Collected data
__________

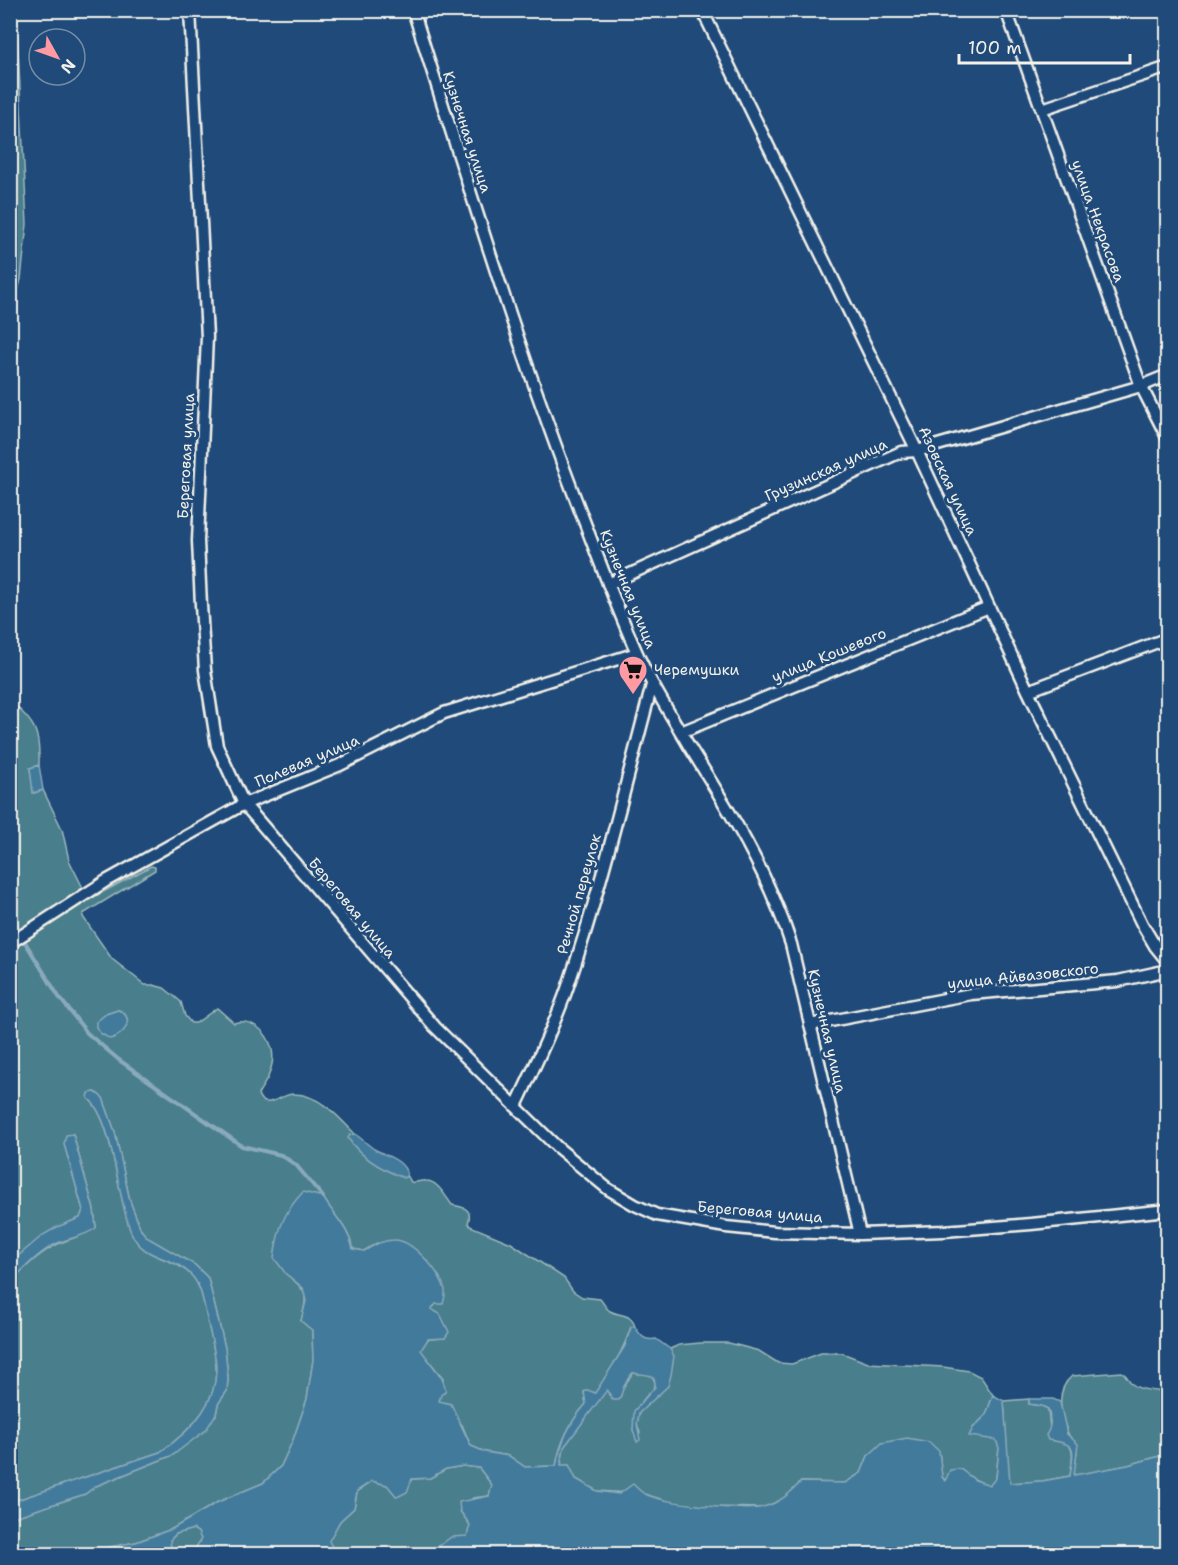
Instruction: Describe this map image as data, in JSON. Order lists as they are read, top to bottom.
{
  "streets": {
    "street": [
      "Кузнечная улица",
      "улица Некрасова",
      "Береговая улица",
      "Грузинская улица",
      "Азовская улица",
      "улица Кошевого",
      "Полевая улица",
      "Речной переулок",
      "улица Айвазовского"
    ]
  },
  "crossings": [
    ["Кузнечная улица", "Береговая улица"],
    ["Кузнечная улица", "Грузинская улица"],
    ["Кузнечная улица", "улица Кошевого"],
    ["Кузнечная улица", "Полевая улица"],
    ["Кузнечная улица", "Речной переулок"],
    ["Кузнечная улица", "улица Айвазовского"],
    ["улица Некрасова", "Грузинская улица"],
    ["Береговая улица", "Полевая улица"],
    ["Береговая улица", "Речной переулок"],
    ["Грузинская улица", "Азовская улица"],
    ["Азовская улица", "улица Кошевого"]
  ],
  "places": {
    "supermarket": ["Черемушки"]
  },
  "scale_bar": "100 m",
  "north": "bottom right"
}
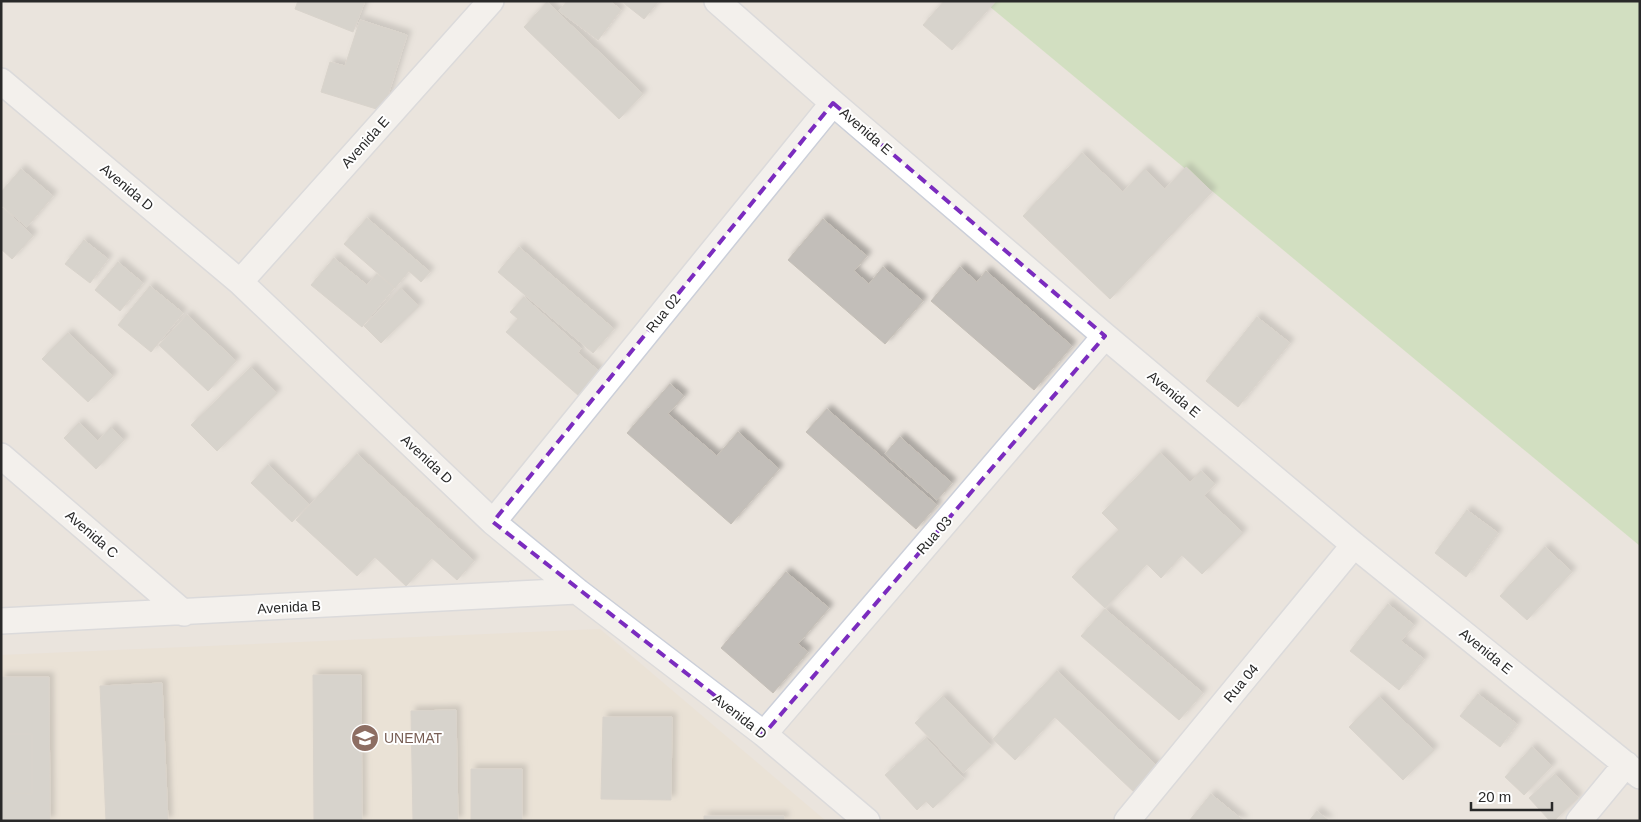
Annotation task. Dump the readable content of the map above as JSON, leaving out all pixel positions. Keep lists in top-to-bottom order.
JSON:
{
  "streets": {
    "street": [
      "Avenida E",
      "Avenida D",
      "Rua 02",
      "Avenida C",
      "Rua 03",
      "Avenida B",
      "Rua 04"
    ]
  },
  "crossings": [
    ["Avenida E", "Avenida D"],
    ["Avenida E", "Rua 02"],
    ["Avenida E", "Rua 03"],
    ["Avenida E", "Rua 04"],
    ["Avenida D", "Rua 02"],
    ["Avenida D", "Rua 03"],
    ["Avenida D", "Avenida B"],
    ["Avenida C", "Avenida B"]
  ],
  "places": {
    "school or university": ["UNEMAT"]
  },
  "scale_bar": "20 m"
}
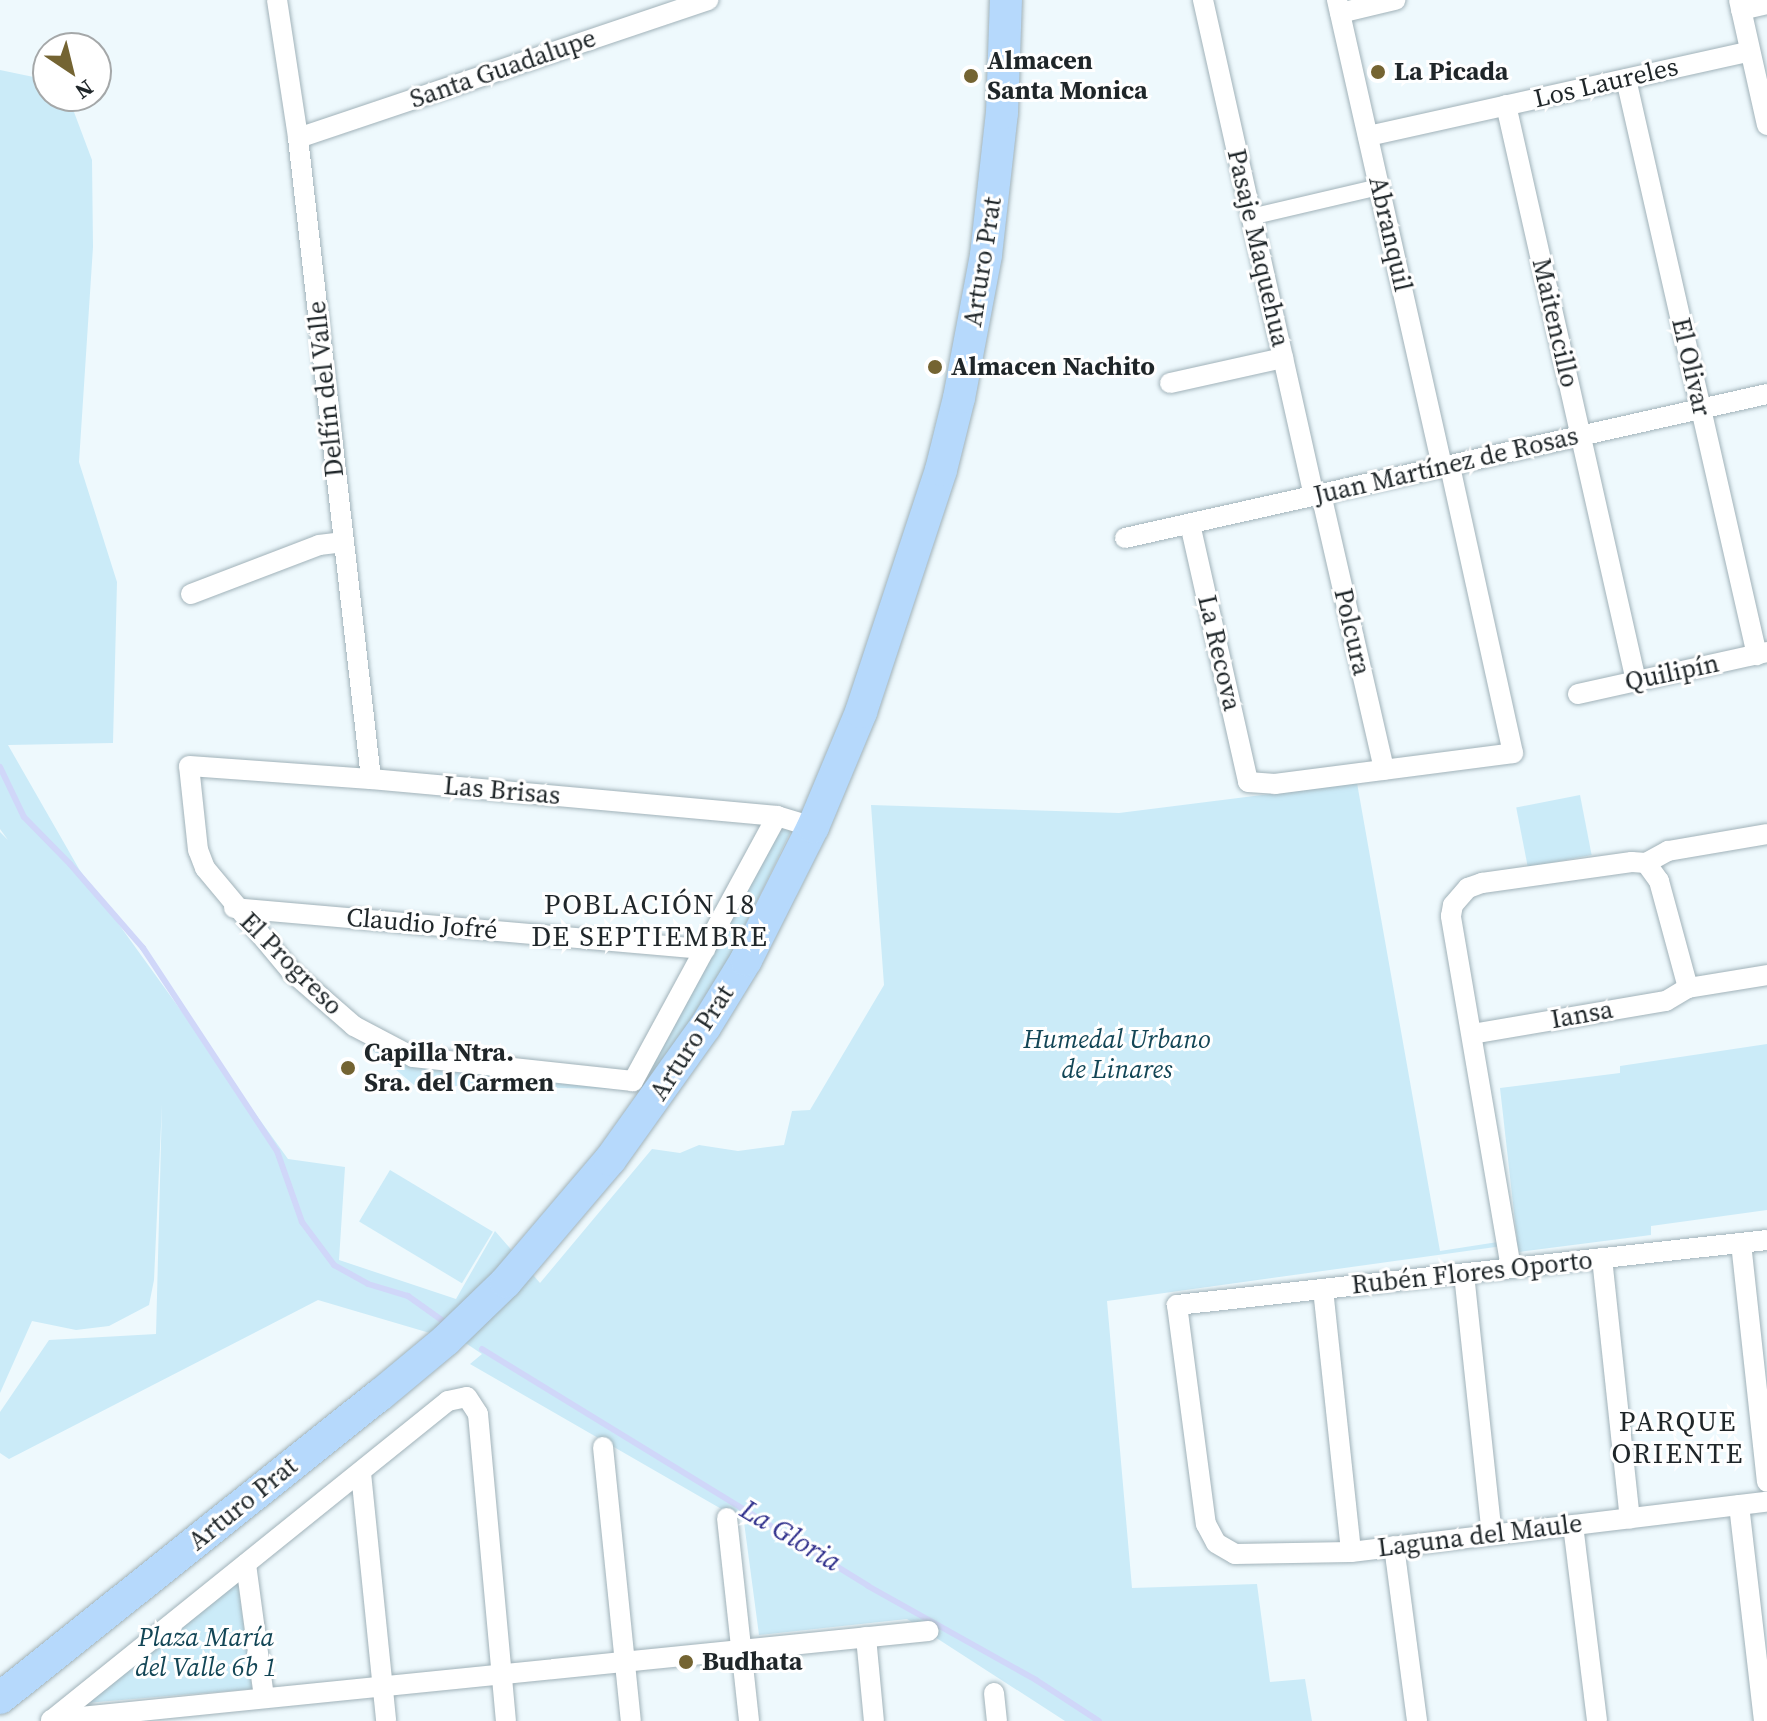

__________

> [WHAT YOU NEED TO DO]:
An exact copy of every entry, minus the pictures, is what you should return.

> [TASK SOLUTION]:
Instruction: Describe this map image as data, in JSON. Order lists as they are read, top to bottom.
{
  "streets": {
    "street": [
      "Кузнечная улица",
      "улица Некрасова",
      "Береговая улица",
      "Грузинская улица",
      "Азовская улица",
      "улица Кошевого",
      "Полевая улица",
      "Речной переулок",
      "улица Айвазовского"
    ]
  },
  "crossings": [
    ["Кузнечная улица", "Береговая улица"],
    ["Кузнечная улица", "Грузинская улица"],
    ["Кузнечная улица", "улица Кошевого"],
    ["Кузнечная улица", "Полевая улица"],
    ["Кузнечная улица", "Речной переулок"],
    ["Кузнечная улица", "улица Айвазовского"],
    ["улица Некрасова", "Грузинская улица"],
    ["Береговая улица", "Полевая улица"],
    ["Береговая улица", "Речной переулок"],
    ["Грузинская улица", "Азовская улица"],
    ["Азовская улица", "улица Кошевого"]
  ],
  "places": {
    "supermarket": ["Черемушки"]
  },
  "scale_bar": "100 m",
  "north": "bottom right"
}
Annotation task. Dump the readable content of the map above as JSON, leaving out all pixel positions. Keep lists in top-to-bottom order.
JSON:
{
  "streets": {
    "street": [
      "Avenida E",
      "Avenida D",
      "Rua 02",
      "Avenida C",
      "Rua 03",
      "Avenida B",
      "Rua 04"
    ]
  },
  "crossings": [
    ["Avenida E", "Avenida D"],
    ["Avenida E", "Rua 02"],
    ["Avenida E", "Rua 03"],
    ["Avenida E", "Rua 04"],
    ["Avenida D", "Rua 02"],
    ["Avenida D", "Rua 03"],
    ["Avenida D", "Avenida B"],
    ["Avenida C", "Avenida B"]
  ],
  "places": {
    "school or university": ["UNEMAT"]
  },
  "scale_bar": "20 m"
}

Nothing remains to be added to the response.